• [Material for the task]
|---|

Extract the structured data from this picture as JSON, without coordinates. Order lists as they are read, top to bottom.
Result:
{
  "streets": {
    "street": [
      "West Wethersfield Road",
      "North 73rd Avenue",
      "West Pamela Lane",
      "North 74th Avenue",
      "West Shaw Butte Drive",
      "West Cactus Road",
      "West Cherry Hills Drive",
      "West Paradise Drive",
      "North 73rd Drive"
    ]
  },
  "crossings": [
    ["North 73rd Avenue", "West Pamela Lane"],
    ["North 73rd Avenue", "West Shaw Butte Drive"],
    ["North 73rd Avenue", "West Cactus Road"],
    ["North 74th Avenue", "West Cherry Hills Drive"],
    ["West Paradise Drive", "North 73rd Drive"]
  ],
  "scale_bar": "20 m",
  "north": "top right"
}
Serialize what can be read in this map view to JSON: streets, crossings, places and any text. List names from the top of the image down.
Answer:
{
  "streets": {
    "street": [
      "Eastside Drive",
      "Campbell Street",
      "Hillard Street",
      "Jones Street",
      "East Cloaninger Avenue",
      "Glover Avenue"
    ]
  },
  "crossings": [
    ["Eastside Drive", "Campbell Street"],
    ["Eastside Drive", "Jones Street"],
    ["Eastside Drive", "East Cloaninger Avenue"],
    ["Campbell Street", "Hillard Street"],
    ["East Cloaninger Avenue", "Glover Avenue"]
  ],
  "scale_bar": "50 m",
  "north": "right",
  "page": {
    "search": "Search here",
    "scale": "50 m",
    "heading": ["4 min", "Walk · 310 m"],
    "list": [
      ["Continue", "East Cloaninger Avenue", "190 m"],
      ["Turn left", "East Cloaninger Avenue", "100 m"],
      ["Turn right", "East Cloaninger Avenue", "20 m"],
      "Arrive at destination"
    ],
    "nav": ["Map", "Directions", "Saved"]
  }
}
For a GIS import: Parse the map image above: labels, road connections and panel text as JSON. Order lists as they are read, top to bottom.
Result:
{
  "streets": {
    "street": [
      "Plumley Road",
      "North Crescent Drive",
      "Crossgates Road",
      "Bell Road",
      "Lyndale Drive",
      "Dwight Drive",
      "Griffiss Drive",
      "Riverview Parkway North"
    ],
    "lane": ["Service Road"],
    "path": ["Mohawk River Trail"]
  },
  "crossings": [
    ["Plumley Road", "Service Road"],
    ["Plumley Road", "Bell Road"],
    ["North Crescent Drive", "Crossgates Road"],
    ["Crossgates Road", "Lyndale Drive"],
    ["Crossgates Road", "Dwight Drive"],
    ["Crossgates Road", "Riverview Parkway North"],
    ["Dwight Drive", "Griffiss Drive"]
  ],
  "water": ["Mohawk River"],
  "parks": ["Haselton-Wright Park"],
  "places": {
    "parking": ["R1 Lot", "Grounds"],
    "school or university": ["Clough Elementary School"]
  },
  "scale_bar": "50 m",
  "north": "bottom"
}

|---|

• [Exercise instructions]
With nothing left out, return each entry exactly.

• [Reply]
Extract the structured data from this picture as JSON, without coordinates. Order lists as they are read, top to bottom.
Result:
{
  "streets": {
    "street": [
      "West Wethersfield Road",
      "North 73rd Avenue",
      "West Pamela Lane",
      "North 74th Avenue",
      "West Shaw Butte Drive",
      "West Cactus Road",
      "West Cherry Hills Drive",
      "West Paradise Drive",
      "North 73rd Drive"
    ]
  },
  "crossings": [
    ["North 73rd Avenue", "West Pamela Lane"],
    ["North 73rd Avenue", "West Shaw Butte Drive"],
    ["North 73rd Avenue", "West Cactus Road"],
    ["North 74th Avenue", "West Cherry Hills Drive"],
    ["West Paradise Drive", "North 73rd Drive"]
  ],
  "scale_bar": "20 m",
  "north": "top right"
}
Serialize what can be read in this map view to JSON: streets, crossings, places and any text. List names from the top of the image down.
Answer:
{
  "streets": {
    "street": [
      "Eastside Drive",
      "Campbell Street",
      "Hillard Street",
      "Jones Street",
      "East Cloaninger Avenue",
      "Glover Avenue"
    ]
  },
  "crossings": [
    ["Eastside Drive", "Campbell Street"],
    ["Eastside Drive", "Jones Street"],
    ["Eastside Drive", "East Cloaninger Avenue"],
    ["Campbell Street", "Hillard Street"],
    ["East Cloaninger Avenue", "Glover Avenue"]
  ],
  "scale_bar": "50 m",
  "north": "right",
  "page": {
    "search": "Search here",
    "scale": "50 m",
    "heading": ["4 min", "Walk · 310 m"],
    "list": [
      ["Continue", "East Cloaninger Avenue", "190 m"],
      ["Turn left", "East Cloaninger Avenue", "100 m"],
      ["Turn right", "East Cloaninger Avenue", "20 m"],
      "Arrive at destination"
    ],
    "nav": ["Map", "Directions", "Saved"]
  }
}
For a GIS import: Parse the map image above: labels, road connections and panel text as JSON. Order lists as they are read, top to bottom.
Result:
{
  "streets": {
    "street": [
      "Plumley Road",
      "North Crescent Drive",
      "Crossgates Road",
      "Bell Road",
      "Lyndale Drive",
      "Dwight Drive",
      "Griffiss Drive",
      "Riverview Parkway North"
    ],
    "lane": ["Service Road"],
    "path": ["Mohawk River Trail"]
  },
  "crossings": [
    ["Plumley Road", "Service Road"],
    ["Plumley Road", "Bell Road"],
    ["North Crescent Drive", "Crossgates Road"],
    ["Crossgates Road", "Lyndale Drive"],
    ["Crossgates Road", "Dwight Drive"],
    ["Crossgates Road", "Riverview Parkway North"],
    ["Dwight Drive", "Griffiss Drive"]
  ],
  "water": ["Mohawk River"],
  "parks": ["Haselton-Wright Park"],
  "places": {
    "parking": ["R1 Lot", "Grounds"],
    "school or university": ["Clough Elementary School"]
  },
  "scale_bar": "50 m",
  "north": "bottom"
}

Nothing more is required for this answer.